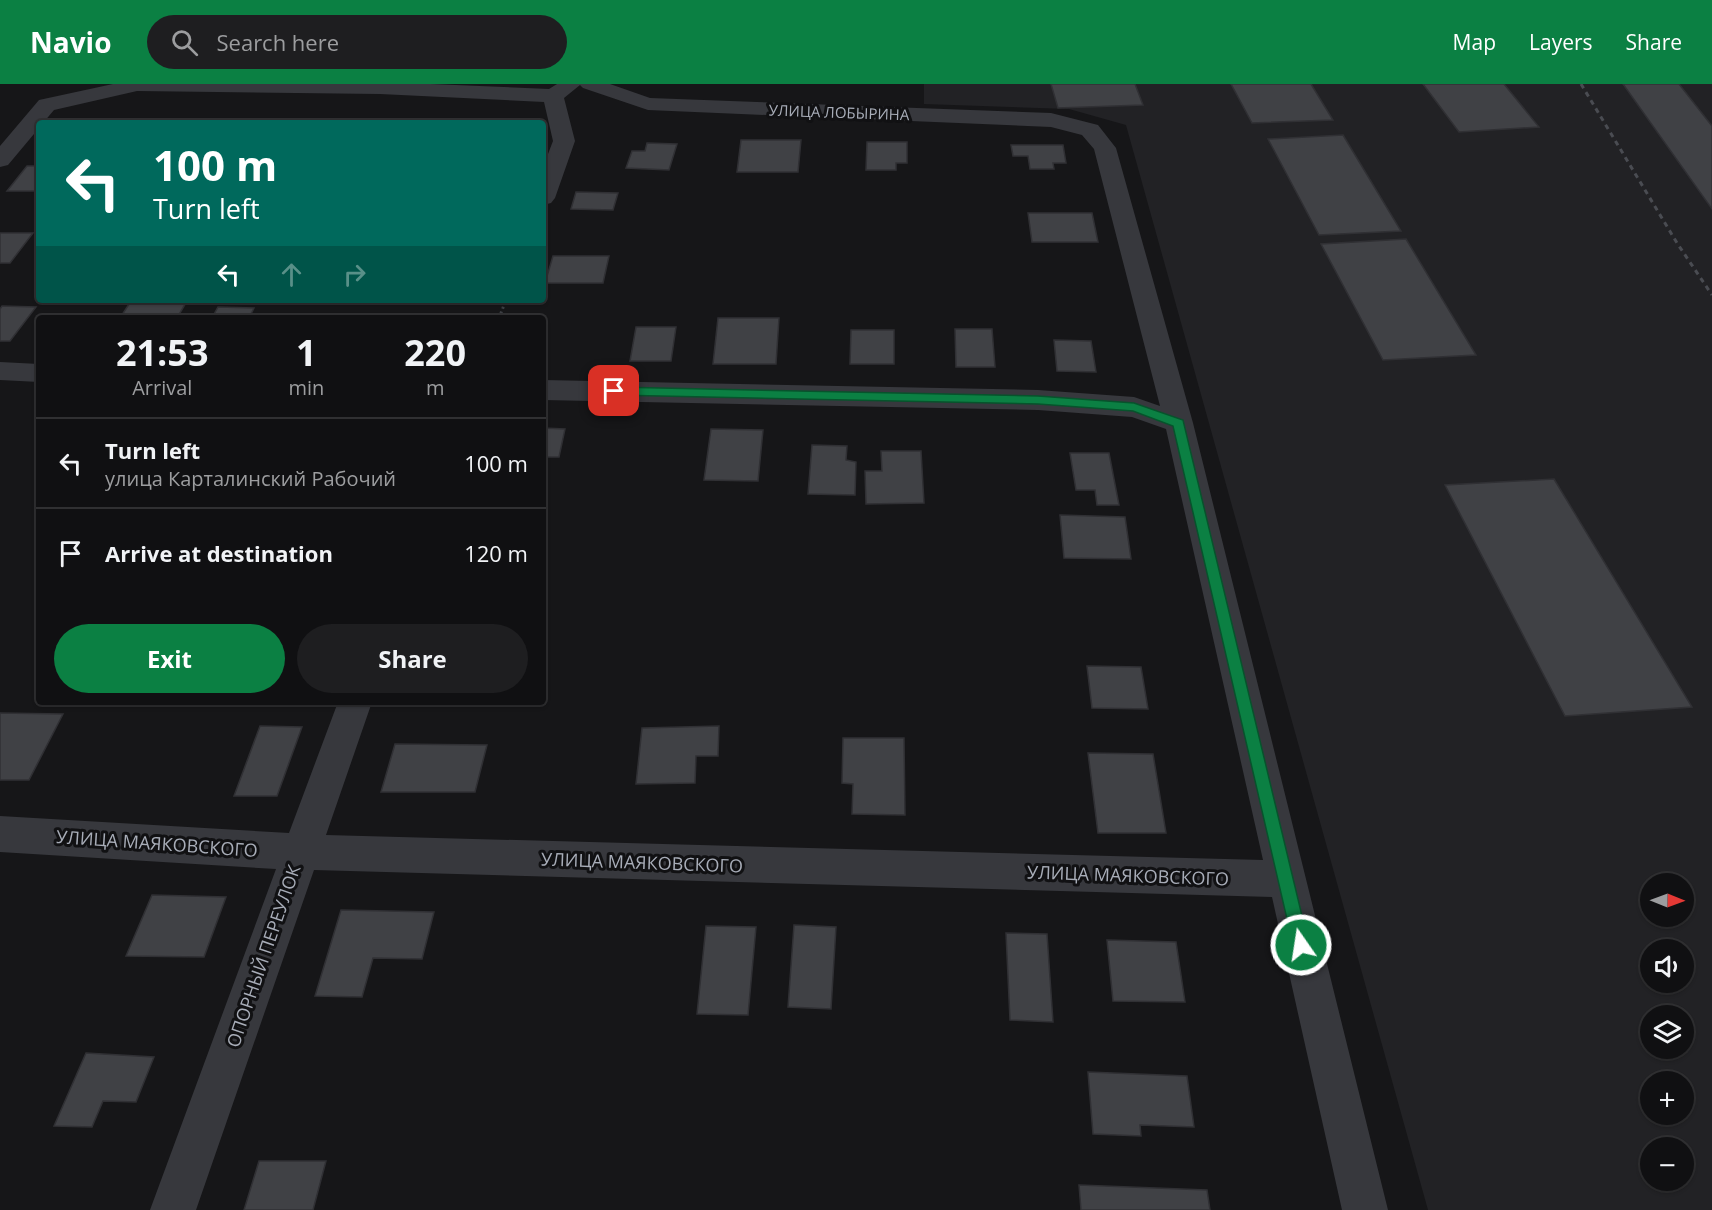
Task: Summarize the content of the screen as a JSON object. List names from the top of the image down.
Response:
{
  "streets": {
    "street": ["УЛИЦА ЛОБЫРИНА", "УЛИЦА МАЯКОВСКОГО", "ОПОРНЫЙ ПЕРЕУЛОК"]
  },
  "crossings": [
    ["УЛИЦА МАЯКОВСКОГО", "ОПОРНЫЙ ПЕРЕУЛОК"]
  ],
  "north": "right",
  "page": {
    "header": "Navio",
    "search": "Search here",
    "nav": ["Map", "Layers", "Share"],
    "turn": ["100 m", "Turn left"],
    "eta": [
      "21:53",
      "Arrival",
      "1",
      "min",
      "220",
      "m"
    ],
    "list": [
      {
        "name": "Turn left",
        "note": "улица Карталинский Рабочий",
        "value": "100 m"
      },
      {
        "name": "Arrive at destination",
        "value": "120 m"
      }
    ],
    "buttons": ["Exit", "Share"],
    "map_buttons": ["+", "−"]
  }
}
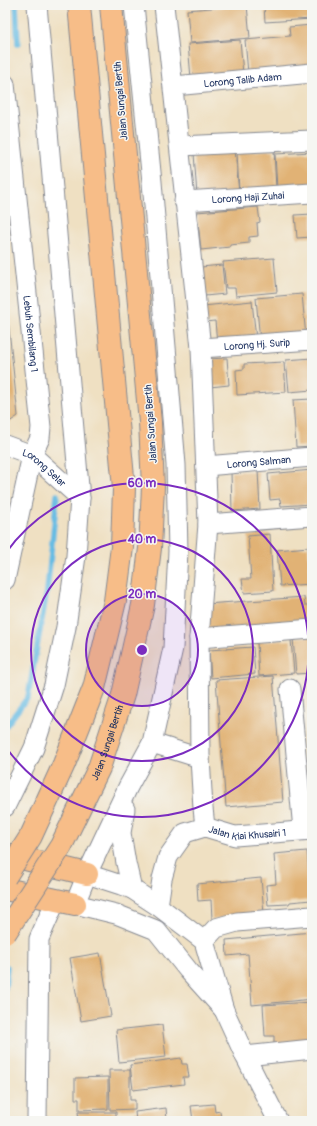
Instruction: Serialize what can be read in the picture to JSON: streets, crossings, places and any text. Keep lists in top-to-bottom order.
{
  "streets": {
    "main road": ["Jalan Sungai Bertih"],
    "street": [
      "Lorong Talib Adam",
      "Lorong Haji Zuhai",
      "Lebuh Sembilang 1",
      "Lorong Hj. Surip",
      "Lorong Salman",
      "Lorong Selar",
      "Jalan Kiai Khusairi 1"
    ]
  },
  "crossings": [
    ["Lorong Talib Adam", "Jalan Kiai Khusairi 1"],
    ["Lorong Haji Zuhai", "Jalan Kiai Khusairi 1"],
    ["Lebuh Sembilang 1", "Lorong Selar"],
    ["Lorong Hj. Surip", "Jalan Kiai Khusairi 1"],
    ["Lorong Salman", "Jalan Kiai Khusairi 1"]
  ],
  "rings": ["60 m", "40 m", "20 m"]
}
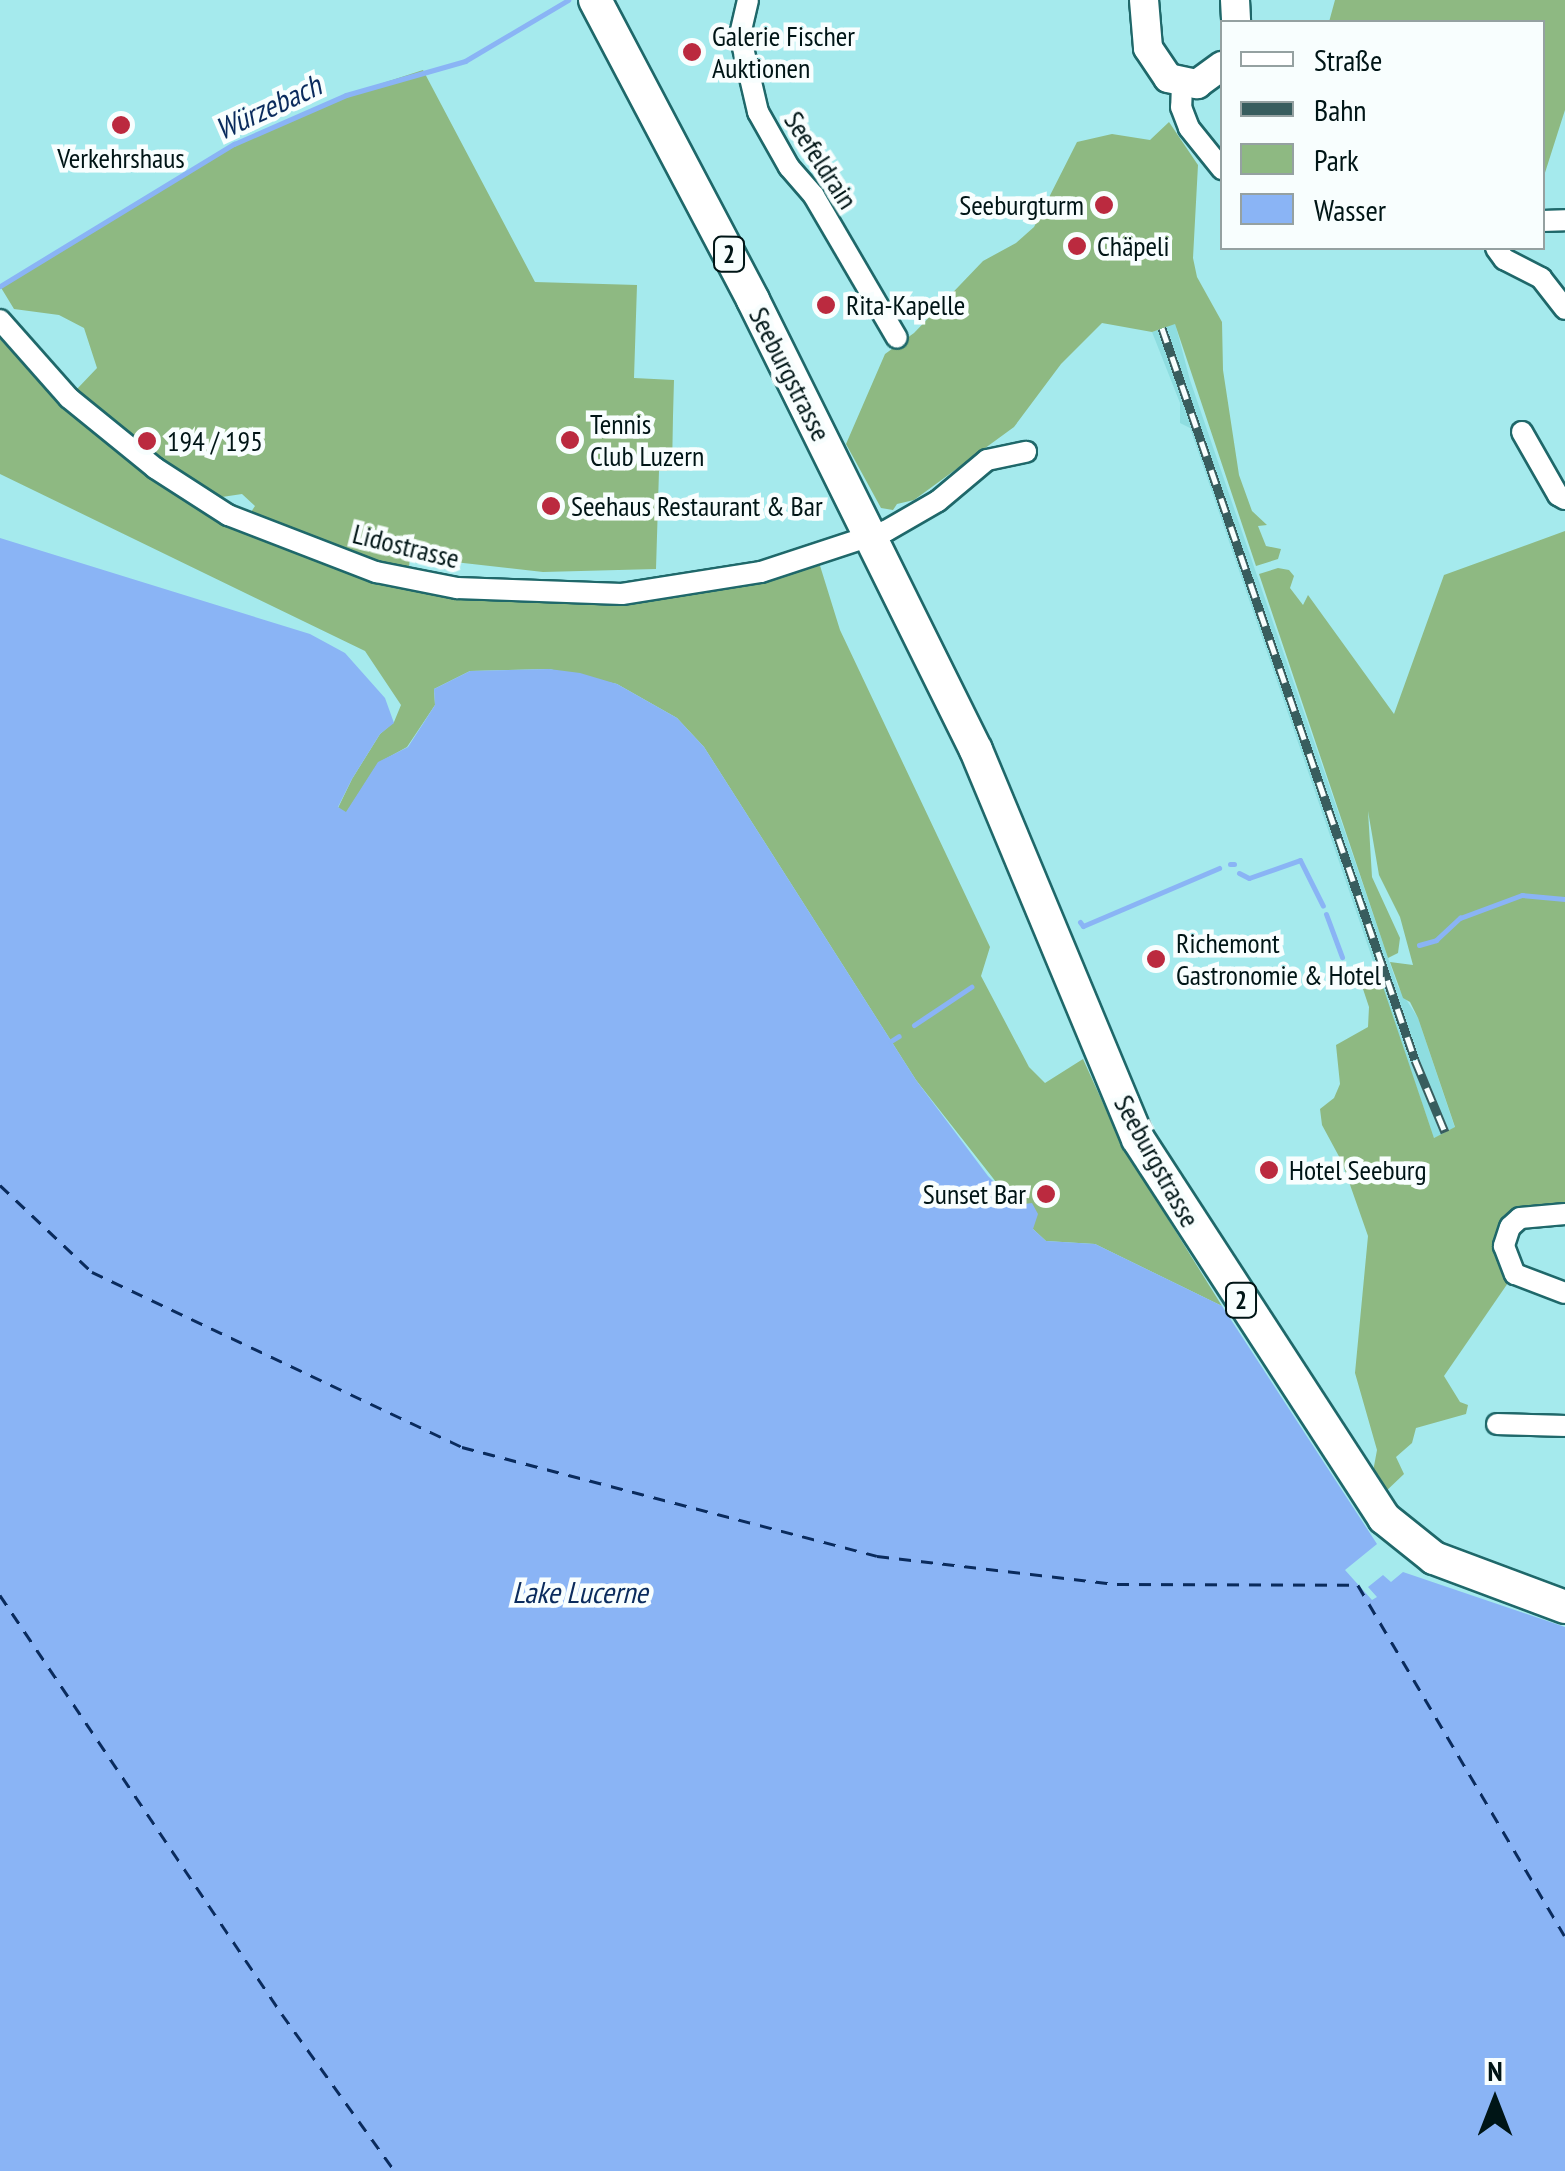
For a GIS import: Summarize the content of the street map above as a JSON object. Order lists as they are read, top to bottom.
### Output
{
  "streets": {
    "main road": ["2", "Seeburgstrasse"],
    "street": ["Seefeldrain", "Lidostrasse"]
  },
  "crossings": [
    ["Seeburgstrasse", "Lidostrasse"]
  ],
  "water": ["Würzebach", "Lake Lucerne"],
  "places": [
    "Galerie Fischer Auktionen",
    "Verkehrshaus",
    "Seeburgturm",
    "Chäpeli",
    "Rita-Kapelle",
    "Tennis Club Luzern",
    "194 / 195",
    "Seehaus Restaurant & Bar",
    "Richemont Gastronomie & Hotel",
    "Hotel Seeburg",
    "Sunset Bar"
  ],
  "legend": [
    "Straße",
    "Bahn",
    "Park",
    "Wasser"
  ],
  "north": "top"
}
—————
**Work task**
Please show the lines in the entries above that hold the string "object".

**Your response**
Task: Summarize the content of the screen as a JSON object. List names from the top of the image down.
For a GIS import: Summarize the content of the street map above as a JSON object. Order lists as they are read, top to bottom.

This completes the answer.